▶ What is being asked: Leave the images out and repeat the data exactly as given.

[Stored data entries]
=== Begin Enclosure ===

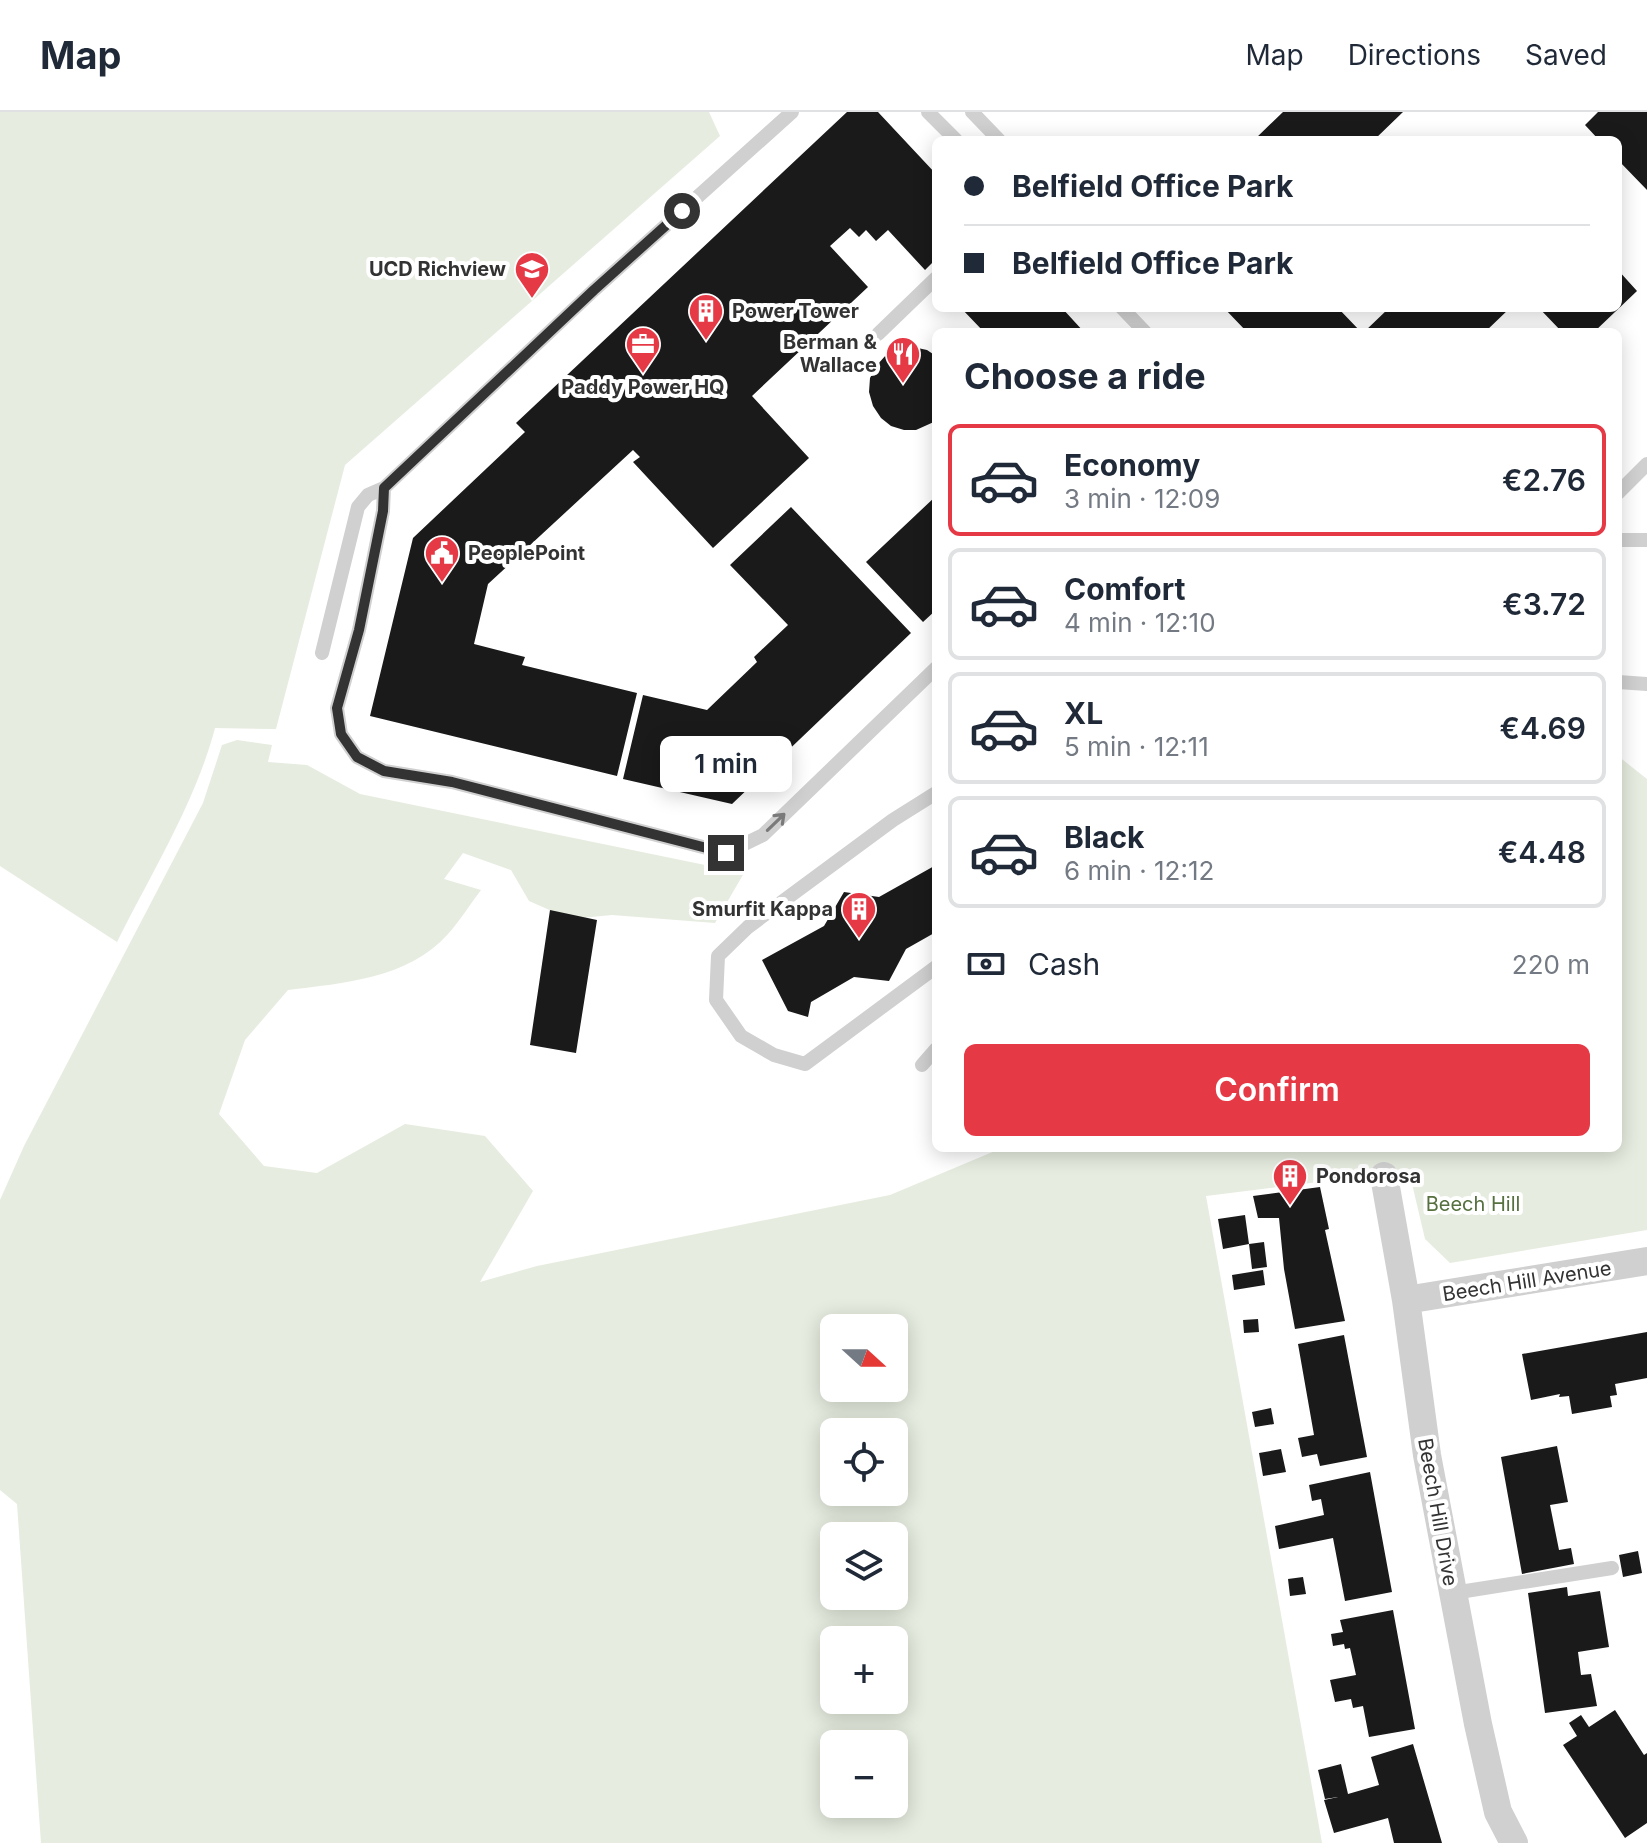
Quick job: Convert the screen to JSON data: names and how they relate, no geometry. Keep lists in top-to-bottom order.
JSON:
{
  "streets": {
    "street": ["Beech Hill Avenue", "Beech Hill Drive"]
  },
  "crossings": [
    ["Beech Hill Avenue", "Beech Hill Drive"]
  ],
  "parks": ["Beech Hill"],
  "places": {
    "school or university": ["UCD Richview"],
    "building": ["Power Tower", "Smurfit Kappa", "Pondorosa"],
    "office": ["Paddy Power HQ"],
    "restaurant": ["Berman & Wallace"],
    "public building": ["PeoplePoint"]
  },
  "north": "right",
  "page": {
    "header": "Map",
    "nav": ["Map", "Directions", "Saved"],
    "banner": ["Belfield Office Park", "Belfield Office Park"],
    "heading": "Choose a ride",
    "list": [
      {
        "name": "Economy",
        "note": "3 min · 12:09",
        "value": "€2.76"
      },
      {
        "name": "Comfort",
        "note": "4 min · 12:10",
        "value": "€3.72"
      },
      {
        "name": "XL",
        "note": "5 min · 12:11",
        "value": "€4.69"
      },
      {
        "name": "Black",
        "note": "6 min · 12:12",
        "value": "€4.48"
      }
    ],
    "bubble": "1 min",
    "pay": ["Cash", "220 m"],
    "buttons": "Confirm",
    "map_buttons": ["+", "−"]
  }
}
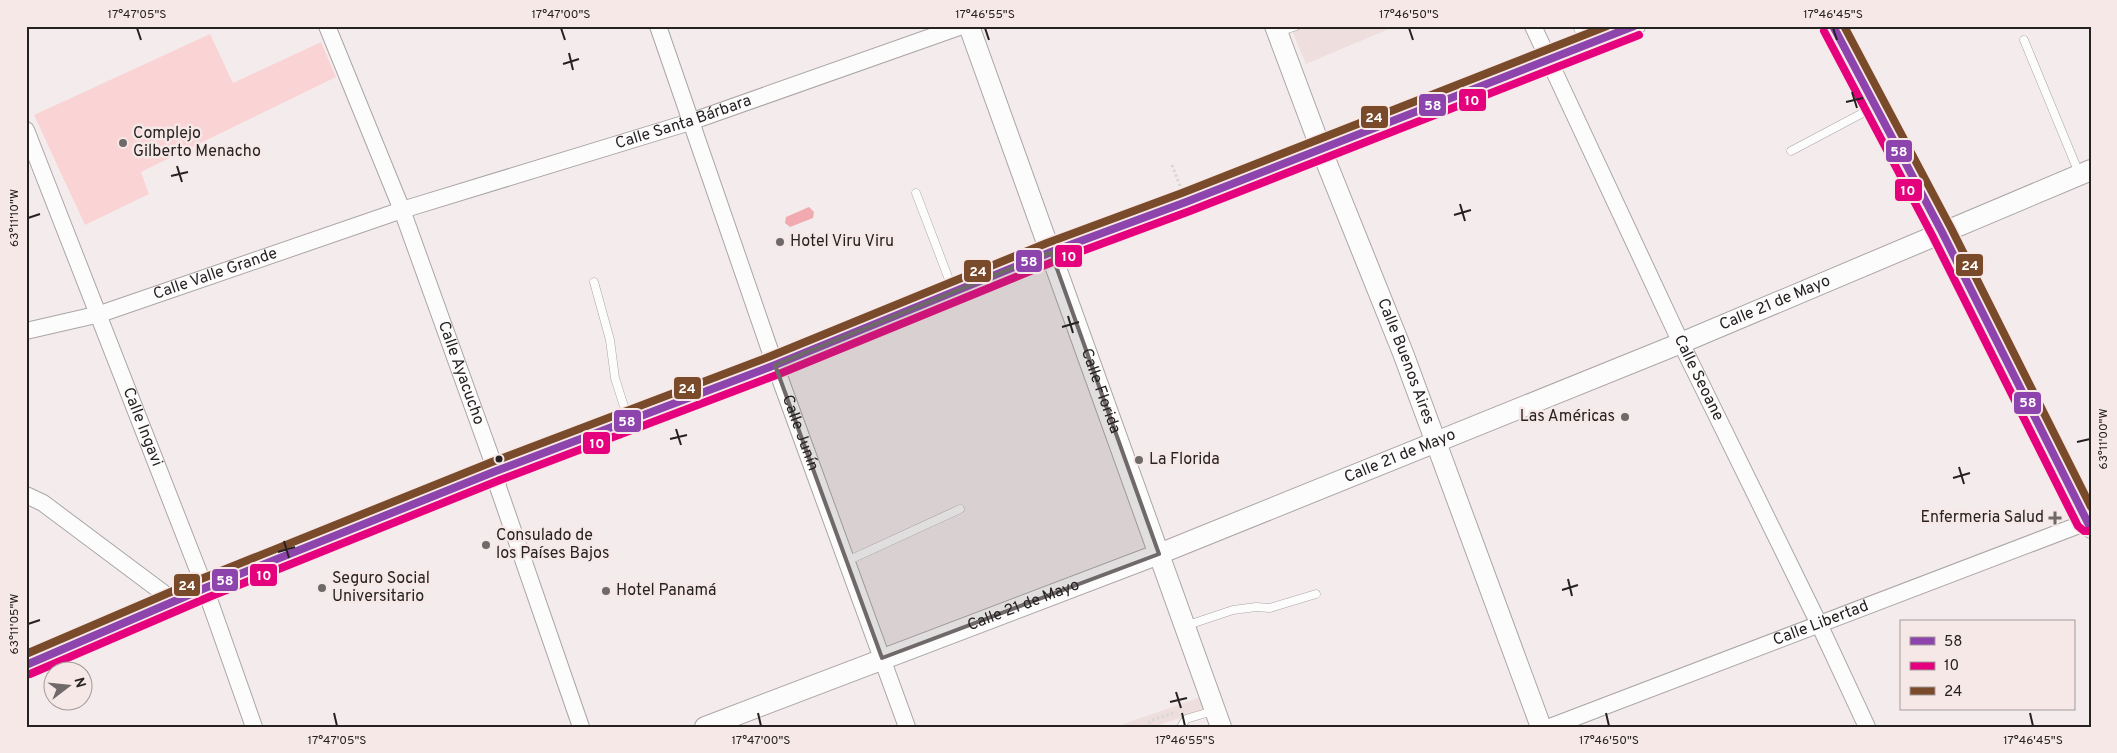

=== End Enclosure ===

▶ Answer for this exercise:
Quick job: Convert the screen to JSON data: names and how they relate, no geometry. Keep lists in top-to-bottom order.
JSON:
{
  "streets": {
    "street": ["Beech Hill Avenue", "Beech Hill Drive"]
  },
  "crossings": [
    ["Beech Hill Avenue", "Beech Hill Drive"]
  ],
  "parks": ["Beech Hill"],
  "places": {
    "school or university": ["UCD Richview"],
    "building": ["Power Tower", "Smurfit Kappa", "Pondorosa"],
    "office": ["Paddy Power HQ"],
    "restaurant": ["Berman & Wallace"],
    "public building": ["PeoplePoint"]
  },
  "north": "right",
  "page": {
    "header": "Map",
    "nav": ["Map", "Directions", "Saved"],
    "banner": ["Belfield Office Park", "Belfield Office Park"],
    "heading": "Choose a ride",
    "list": [
      {
        "name": "Economy",
        "note": "3 min · 12:09",
        "value": "€2.76"
      },
      {
        "name": "Comfort",
        "note": "4 min · 12:10",
        "value": "€3.72"
      },
      {
        "name": "XL",
        "note": "5 min · 12:11",
        "value": "€4.69"
      },
      {
        "name": "Black",
        "note": "6 min · 12:12",
        "value": "€4.48"
      }
    ],
    "bubble": "1 min",
    "pay": ["Cash", "220 m"],
    "buttons": "Confirm",
    "map_buttons": ["+", "−"]
  }
}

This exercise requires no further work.